Since the industrial revolution, the rate of economic growth and the concomitant creation of wealth have been unprecedented. Sadly, the bulk of the benefits seem to have fallen to a privileged few. As we look about us in the material world of the OECD some might assume that we have attained nirvana. That would be understandable, but foolish. Not only does poverty continue to afflict large numbers of people in many OECD countries, it remains the plight of billions of our companions on planet earth.

Poverty is to my mind the major challenge on the path to sustainable development. Why? Because poverty is about need – it is a condition in which, to survive from day to day, individuals and families will exploit any available source of food and energy. Efficiency, conservation, the need to leave resources for future generations: these are “luxuries” which the poor often feel they cannot afford.

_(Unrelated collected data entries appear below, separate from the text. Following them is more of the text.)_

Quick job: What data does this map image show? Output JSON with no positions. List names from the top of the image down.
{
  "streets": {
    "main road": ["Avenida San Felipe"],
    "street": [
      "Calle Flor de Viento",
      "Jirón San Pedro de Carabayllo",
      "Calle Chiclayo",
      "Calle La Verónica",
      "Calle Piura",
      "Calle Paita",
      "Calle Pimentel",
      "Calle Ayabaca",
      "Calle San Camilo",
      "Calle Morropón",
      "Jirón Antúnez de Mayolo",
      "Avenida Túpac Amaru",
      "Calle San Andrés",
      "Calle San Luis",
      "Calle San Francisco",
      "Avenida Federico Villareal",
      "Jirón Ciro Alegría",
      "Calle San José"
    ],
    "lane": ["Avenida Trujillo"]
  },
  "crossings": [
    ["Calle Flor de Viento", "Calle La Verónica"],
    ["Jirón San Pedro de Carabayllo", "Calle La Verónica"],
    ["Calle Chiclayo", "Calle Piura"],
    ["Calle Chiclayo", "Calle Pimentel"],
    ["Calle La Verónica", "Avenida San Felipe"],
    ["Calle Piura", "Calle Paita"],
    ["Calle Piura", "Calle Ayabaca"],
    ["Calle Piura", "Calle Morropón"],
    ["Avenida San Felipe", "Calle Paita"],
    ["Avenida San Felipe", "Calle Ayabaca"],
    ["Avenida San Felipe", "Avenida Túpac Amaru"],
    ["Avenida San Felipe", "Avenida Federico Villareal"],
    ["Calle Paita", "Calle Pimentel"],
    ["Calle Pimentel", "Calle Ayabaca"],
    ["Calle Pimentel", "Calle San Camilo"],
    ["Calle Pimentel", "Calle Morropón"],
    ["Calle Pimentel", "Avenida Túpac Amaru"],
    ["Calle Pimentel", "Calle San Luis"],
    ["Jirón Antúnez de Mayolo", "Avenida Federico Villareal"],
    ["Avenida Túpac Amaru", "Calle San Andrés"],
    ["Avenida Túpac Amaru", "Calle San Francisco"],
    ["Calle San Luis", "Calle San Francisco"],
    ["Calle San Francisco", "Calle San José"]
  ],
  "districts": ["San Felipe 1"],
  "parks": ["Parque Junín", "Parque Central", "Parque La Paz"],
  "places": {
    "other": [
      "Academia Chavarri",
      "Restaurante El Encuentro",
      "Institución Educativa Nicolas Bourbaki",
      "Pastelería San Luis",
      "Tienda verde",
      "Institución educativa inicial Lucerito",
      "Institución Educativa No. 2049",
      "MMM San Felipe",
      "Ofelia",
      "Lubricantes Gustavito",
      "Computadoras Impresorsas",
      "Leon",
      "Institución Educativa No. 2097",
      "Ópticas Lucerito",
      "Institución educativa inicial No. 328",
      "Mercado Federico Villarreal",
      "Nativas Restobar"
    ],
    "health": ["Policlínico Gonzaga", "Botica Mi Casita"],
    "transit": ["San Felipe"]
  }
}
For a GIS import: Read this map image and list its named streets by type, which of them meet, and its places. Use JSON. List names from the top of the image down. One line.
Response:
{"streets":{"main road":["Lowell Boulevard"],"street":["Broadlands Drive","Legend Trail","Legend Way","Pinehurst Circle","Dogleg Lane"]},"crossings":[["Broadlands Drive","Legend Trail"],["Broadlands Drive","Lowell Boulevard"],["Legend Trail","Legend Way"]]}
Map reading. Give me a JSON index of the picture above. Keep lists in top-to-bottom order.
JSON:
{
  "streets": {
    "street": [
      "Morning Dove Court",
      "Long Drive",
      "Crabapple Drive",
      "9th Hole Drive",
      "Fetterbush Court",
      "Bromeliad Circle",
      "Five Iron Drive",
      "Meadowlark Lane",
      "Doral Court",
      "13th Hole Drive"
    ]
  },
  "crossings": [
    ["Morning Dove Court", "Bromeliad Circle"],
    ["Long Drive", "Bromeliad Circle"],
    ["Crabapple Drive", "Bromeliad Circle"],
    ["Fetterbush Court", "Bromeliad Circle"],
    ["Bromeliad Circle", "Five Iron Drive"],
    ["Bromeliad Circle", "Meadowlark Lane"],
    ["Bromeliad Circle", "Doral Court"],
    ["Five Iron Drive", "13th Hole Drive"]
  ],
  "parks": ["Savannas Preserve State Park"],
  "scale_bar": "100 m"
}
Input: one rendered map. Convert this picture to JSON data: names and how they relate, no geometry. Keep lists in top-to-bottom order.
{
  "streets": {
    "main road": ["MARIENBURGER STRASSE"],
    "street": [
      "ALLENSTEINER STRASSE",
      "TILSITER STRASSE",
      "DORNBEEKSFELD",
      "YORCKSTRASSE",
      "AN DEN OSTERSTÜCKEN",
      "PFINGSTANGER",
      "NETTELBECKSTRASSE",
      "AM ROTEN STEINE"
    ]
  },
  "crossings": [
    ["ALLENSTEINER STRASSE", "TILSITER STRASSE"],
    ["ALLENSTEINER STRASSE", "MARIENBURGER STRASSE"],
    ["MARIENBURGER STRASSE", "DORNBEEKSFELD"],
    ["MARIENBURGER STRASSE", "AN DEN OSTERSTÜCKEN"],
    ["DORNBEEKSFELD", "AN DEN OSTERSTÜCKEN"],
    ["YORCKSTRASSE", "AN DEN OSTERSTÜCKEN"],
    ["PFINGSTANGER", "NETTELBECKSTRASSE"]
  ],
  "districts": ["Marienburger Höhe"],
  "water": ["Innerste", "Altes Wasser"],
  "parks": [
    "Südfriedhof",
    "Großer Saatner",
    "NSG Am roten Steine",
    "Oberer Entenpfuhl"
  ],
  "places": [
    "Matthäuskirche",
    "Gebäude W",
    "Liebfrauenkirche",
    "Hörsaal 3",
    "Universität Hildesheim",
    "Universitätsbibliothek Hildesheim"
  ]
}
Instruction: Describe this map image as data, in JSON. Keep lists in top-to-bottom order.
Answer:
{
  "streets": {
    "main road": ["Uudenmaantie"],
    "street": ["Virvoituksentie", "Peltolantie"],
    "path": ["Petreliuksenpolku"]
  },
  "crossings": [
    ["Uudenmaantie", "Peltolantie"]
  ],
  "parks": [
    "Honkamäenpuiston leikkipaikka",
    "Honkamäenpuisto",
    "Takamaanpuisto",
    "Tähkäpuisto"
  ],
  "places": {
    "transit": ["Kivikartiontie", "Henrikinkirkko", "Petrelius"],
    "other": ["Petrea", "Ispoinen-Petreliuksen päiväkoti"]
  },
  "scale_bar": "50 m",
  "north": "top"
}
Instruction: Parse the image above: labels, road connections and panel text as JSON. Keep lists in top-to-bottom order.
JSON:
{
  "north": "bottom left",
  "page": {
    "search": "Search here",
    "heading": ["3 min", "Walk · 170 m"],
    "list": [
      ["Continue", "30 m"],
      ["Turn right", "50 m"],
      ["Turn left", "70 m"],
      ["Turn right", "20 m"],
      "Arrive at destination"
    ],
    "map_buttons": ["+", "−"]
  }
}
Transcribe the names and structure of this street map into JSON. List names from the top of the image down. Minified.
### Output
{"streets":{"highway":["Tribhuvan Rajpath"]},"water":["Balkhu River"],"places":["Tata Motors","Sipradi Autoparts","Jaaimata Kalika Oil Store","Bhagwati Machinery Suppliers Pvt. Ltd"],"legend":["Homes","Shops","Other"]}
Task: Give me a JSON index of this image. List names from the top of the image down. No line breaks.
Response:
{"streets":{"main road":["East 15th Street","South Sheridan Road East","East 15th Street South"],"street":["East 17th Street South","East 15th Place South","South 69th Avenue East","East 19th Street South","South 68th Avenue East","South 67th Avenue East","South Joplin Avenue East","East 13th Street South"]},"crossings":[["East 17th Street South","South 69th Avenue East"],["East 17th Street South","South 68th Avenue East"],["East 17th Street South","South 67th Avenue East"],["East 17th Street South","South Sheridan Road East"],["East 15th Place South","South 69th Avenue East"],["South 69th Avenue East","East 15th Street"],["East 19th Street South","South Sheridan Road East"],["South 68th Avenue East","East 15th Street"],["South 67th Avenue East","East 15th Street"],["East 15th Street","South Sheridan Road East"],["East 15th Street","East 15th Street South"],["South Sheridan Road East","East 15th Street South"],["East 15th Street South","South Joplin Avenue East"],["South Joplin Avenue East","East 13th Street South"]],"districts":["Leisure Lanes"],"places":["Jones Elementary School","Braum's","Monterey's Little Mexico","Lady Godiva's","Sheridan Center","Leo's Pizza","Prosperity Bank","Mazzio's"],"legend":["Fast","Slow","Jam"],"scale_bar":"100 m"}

Of course as history in the OECD countries testifies, poverty is not the only cause of waste and despoliation of the environment and the planet’s natural resources. Short-term gain, indiscipline, even willful ignorance of the consequences of our system of development, as well as a sorry lack of determination to take corrective action, are also culprits. The litany of our damaging practices is long: our poisoning of fresh water, our overfishing, our use of pesticides like DDT and our pollution of the atmosphere through dependence on fossil fuels only begin the list. In a sense, one could say that OECD countries have indeed sought short-term gain, the trade-off being long-term pain.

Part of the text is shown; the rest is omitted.